We love non-fiction here at The DreamCage. This time the devil is in the detail as Steve Taylor-Bryant reads All The Devils Are Here: Unmasking the Men Who Bankrupted the World...

I'm not sure how many of you know exactly what and who was responsible for the worldwide recession a few years ago, I'm not sure many of you care. I care though. Things like this make me angry, they make want to know every minute detail of what went on. Was there something I could have done? Was it something I participated in either knowingly or by default somehow? Mostly, though, I want a face to be put on what is usually a faceless crime and, with All The Devils Are Here, I get many faces, the details I need and, whilst my anger doesn't subside, I now know the how's and whys and, surprise surprise, the word 'greed' makes its presence felt. 

I first discovered the depths of corruption in American corporations by reading The Smartest Guys in the Room about the collapse of Enron, that book was so incredibly well written that I wanted to read more by the journalist who had co-authored it, Bethany McLean, which is why The Devils Are Here was next up.

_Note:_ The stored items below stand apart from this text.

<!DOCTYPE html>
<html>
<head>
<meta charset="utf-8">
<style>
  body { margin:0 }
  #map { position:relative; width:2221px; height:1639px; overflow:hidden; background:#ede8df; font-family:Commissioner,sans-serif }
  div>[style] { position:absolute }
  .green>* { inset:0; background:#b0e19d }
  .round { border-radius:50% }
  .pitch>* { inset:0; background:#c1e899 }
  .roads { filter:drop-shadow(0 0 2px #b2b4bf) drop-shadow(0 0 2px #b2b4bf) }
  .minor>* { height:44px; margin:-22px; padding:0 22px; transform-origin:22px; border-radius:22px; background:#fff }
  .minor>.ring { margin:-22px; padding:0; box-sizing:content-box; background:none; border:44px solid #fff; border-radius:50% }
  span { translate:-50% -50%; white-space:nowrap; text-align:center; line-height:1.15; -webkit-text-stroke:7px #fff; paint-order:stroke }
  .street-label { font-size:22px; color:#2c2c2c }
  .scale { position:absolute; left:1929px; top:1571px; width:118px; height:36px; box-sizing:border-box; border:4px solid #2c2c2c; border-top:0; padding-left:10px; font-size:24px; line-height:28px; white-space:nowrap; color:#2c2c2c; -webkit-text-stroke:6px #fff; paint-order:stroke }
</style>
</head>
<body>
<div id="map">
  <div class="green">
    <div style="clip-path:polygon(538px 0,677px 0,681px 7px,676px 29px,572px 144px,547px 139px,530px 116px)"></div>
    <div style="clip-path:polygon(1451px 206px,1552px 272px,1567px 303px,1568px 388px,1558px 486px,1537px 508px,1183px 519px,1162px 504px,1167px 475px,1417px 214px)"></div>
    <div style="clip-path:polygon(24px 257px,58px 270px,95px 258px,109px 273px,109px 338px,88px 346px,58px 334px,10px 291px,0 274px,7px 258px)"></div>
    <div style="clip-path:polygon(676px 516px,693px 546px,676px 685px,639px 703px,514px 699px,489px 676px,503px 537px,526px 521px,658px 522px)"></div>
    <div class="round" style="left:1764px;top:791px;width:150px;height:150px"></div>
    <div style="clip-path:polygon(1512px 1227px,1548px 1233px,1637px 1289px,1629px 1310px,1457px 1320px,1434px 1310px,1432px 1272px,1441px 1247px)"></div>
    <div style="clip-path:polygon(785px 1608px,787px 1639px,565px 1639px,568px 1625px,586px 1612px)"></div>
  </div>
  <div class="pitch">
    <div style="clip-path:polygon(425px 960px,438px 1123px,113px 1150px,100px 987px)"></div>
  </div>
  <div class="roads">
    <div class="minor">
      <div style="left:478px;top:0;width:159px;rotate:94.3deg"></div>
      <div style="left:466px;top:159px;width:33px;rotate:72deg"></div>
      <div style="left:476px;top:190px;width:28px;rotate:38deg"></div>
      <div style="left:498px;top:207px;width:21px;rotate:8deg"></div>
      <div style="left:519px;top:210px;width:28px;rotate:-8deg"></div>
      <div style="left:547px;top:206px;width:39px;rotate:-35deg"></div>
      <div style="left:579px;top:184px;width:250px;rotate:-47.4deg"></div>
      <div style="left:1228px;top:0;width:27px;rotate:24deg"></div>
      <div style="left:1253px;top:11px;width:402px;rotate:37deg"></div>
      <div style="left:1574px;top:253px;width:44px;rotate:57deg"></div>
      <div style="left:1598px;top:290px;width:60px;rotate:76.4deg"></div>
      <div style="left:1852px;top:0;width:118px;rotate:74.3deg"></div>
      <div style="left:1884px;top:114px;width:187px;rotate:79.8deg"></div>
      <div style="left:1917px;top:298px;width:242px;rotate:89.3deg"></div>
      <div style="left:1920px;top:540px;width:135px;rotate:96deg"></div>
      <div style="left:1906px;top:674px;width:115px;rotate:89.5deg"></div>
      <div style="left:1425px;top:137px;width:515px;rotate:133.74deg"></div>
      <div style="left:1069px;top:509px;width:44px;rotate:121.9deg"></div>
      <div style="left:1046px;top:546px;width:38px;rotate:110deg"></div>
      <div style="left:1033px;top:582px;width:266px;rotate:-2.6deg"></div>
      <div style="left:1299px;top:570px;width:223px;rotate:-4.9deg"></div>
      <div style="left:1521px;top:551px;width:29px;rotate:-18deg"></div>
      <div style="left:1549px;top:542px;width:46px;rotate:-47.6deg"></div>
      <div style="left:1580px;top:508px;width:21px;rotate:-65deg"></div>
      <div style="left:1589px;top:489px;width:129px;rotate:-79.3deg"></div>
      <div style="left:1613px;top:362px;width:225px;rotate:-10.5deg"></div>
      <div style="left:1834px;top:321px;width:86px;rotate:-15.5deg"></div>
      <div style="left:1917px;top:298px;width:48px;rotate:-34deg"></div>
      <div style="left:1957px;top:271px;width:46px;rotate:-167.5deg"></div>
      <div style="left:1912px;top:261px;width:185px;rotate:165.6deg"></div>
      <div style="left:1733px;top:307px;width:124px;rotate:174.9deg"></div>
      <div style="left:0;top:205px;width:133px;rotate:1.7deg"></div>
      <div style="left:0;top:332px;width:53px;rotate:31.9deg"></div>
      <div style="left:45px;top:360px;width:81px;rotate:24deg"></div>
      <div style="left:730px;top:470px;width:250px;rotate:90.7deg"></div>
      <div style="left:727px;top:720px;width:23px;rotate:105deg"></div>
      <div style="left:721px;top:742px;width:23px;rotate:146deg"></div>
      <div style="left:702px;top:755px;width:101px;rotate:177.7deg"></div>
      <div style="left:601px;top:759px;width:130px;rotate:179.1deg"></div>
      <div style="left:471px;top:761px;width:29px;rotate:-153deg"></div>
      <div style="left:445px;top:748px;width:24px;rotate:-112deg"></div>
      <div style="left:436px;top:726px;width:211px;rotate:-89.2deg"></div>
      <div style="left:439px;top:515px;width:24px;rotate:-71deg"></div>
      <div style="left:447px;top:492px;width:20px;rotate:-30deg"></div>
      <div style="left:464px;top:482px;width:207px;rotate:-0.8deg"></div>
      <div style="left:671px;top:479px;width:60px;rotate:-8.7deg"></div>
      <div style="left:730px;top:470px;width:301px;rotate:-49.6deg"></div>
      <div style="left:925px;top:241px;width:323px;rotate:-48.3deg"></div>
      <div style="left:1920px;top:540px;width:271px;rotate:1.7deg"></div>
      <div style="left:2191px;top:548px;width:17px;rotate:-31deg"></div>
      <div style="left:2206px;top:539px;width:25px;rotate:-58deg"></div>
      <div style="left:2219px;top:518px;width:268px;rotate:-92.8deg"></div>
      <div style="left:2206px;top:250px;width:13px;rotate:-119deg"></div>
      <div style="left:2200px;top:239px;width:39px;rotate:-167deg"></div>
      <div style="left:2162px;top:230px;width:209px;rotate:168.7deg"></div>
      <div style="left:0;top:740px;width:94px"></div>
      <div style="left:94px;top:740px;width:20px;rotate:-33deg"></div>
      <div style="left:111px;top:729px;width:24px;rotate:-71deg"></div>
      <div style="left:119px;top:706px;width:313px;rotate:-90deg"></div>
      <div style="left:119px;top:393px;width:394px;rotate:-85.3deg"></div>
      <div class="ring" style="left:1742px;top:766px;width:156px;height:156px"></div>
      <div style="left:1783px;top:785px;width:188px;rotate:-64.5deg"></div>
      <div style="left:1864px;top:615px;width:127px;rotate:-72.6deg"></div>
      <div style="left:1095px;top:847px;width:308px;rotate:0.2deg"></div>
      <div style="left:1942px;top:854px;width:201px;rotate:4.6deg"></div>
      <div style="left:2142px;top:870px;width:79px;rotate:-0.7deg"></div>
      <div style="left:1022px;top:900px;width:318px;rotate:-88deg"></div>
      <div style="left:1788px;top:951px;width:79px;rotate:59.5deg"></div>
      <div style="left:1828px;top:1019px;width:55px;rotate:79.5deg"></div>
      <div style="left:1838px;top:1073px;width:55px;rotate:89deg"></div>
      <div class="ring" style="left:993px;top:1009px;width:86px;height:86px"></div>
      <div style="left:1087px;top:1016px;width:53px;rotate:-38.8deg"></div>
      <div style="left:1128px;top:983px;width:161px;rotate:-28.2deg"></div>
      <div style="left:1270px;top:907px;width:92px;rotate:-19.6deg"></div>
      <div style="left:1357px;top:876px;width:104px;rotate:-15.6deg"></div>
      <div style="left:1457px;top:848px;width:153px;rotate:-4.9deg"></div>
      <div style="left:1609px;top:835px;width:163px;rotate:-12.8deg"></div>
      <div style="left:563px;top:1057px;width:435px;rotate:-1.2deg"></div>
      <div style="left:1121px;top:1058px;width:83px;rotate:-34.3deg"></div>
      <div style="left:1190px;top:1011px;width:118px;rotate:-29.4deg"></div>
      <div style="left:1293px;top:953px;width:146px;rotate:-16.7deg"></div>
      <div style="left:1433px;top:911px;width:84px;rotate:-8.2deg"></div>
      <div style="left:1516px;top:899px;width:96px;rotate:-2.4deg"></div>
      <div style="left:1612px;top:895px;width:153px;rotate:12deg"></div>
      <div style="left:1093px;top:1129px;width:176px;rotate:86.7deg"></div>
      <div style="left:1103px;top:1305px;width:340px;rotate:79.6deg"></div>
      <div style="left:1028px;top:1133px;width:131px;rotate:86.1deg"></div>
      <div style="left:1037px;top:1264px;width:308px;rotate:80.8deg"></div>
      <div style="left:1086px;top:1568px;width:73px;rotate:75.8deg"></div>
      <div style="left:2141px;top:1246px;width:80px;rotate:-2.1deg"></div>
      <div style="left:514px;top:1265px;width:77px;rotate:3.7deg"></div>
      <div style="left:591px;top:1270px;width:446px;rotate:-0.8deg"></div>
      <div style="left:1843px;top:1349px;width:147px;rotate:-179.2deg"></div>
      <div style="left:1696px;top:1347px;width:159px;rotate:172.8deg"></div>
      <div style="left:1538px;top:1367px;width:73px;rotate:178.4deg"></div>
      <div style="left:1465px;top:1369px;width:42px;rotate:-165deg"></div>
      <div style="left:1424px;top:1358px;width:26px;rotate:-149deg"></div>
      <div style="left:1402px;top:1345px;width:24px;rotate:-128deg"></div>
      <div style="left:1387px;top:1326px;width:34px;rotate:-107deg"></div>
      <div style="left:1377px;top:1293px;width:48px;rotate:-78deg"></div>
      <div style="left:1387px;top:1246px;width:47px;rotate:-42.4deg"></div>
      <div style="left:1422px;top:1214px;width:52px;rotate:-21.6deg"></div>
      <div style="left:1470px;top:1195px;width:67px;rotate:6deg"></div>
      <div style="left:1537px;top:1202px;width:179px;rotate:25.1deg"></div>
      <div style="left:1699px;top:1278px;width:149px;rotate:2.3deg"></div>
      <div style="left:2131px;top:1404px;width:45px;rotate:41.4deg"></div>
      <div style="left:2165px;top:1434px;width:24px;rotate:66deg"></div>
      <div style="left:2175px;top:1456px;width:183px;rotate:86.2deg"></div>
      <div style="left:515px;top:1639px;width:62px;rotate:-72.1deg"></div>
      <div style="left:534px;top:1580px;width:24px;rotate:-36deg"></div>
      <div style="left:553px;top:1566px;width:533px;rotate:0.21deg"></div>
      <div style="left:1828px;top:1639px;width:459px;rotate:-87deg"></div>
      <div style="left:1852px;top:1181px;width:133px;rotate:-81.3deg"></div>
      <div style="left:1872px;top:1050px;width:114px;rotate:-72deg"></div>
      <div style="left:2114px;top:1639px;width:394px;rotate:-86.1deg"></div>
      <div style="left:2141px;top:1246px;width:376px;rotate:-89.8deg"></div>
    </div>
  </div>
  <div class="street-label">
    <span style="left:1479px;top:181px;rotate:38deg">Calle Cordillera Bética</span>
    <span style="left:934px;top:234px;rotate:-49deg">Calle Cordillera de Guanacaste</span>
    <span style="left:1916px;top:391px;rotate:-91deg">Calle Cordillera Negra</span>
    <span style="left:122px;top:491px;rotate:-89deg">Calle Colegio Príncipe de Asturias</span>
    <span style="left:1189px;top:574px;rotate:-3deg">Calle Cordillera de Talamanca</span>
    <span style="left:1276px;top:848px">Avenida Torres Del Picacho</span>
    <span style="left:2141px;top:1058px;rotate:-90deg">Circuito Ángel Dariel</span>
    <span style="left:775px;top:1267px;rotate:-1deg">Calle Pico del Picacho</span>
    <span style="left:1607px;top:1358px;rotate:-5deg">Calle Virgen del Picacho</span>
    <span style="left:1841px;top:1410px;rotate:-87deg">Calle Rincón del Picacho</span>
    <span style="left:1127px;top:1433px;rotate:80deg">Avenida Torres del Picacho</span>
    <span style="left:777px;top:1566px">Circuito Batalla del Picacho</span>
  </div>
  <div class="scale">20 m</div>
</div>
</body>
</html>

I got what I expected which was a flawlessly researched, very well communicated book. I've read many a take on how and why the global recession was footed in the American subprime mortgage crisis but never before were the actual companies and their main players laid out before me like this. The role of government and its lack of regulation and oversight gets explained in terms a layman can understand, the way Wall Street wrapped up dangerous loans within good finance packages for profit is easily followed, the fear, cuts, and general stupidity in credit rating agencies is there on the page for all to see and wonder how the hell it was allowed to happen, and those companies that bet against other companies and the fall off banks and institutions, the trillions of dollars in bail outs, and the knock on effect world wide is written, in plain English, with blame attached. From the underprivileged American man on the street with poor financial management and no prospects being offered a holiday home in Florida he can't afford, through government, through Wall Street, to no one having any money is quite a journey to take but if you have one iota of interest in the way the world works then it's a journey worth taking.

My initial reaction to McLean's book is that very smart people are often blinded into doing very stupid things, but I don't think it's that simple.  The title of the book is a nod to a line in Shakespeare's The Tempest (“Hell is empty, and all the devils are here”) but this was more than a storm in a teacup. Many of the political cast and the finance 'experts' believed in the system, fought the extra regulation that was proposed and, in their mission to earn big, they destroyed the lives of millions. That rings to me of purpose, not stupidly following a flawed program. Whatever your feeling once you've read it everyone you want to blame is named and shamed, just unfortunately not imprisoned.

Of all the books I've read on financial issues over the years never before has something so complex been explained in such a way that it's made to seem simple. The stunning amount of Detective work that must have gone into this book makes it one of the best available on the subject. A must read for those interested, those angry, and the generation that will grow up to hopefully fix this issue.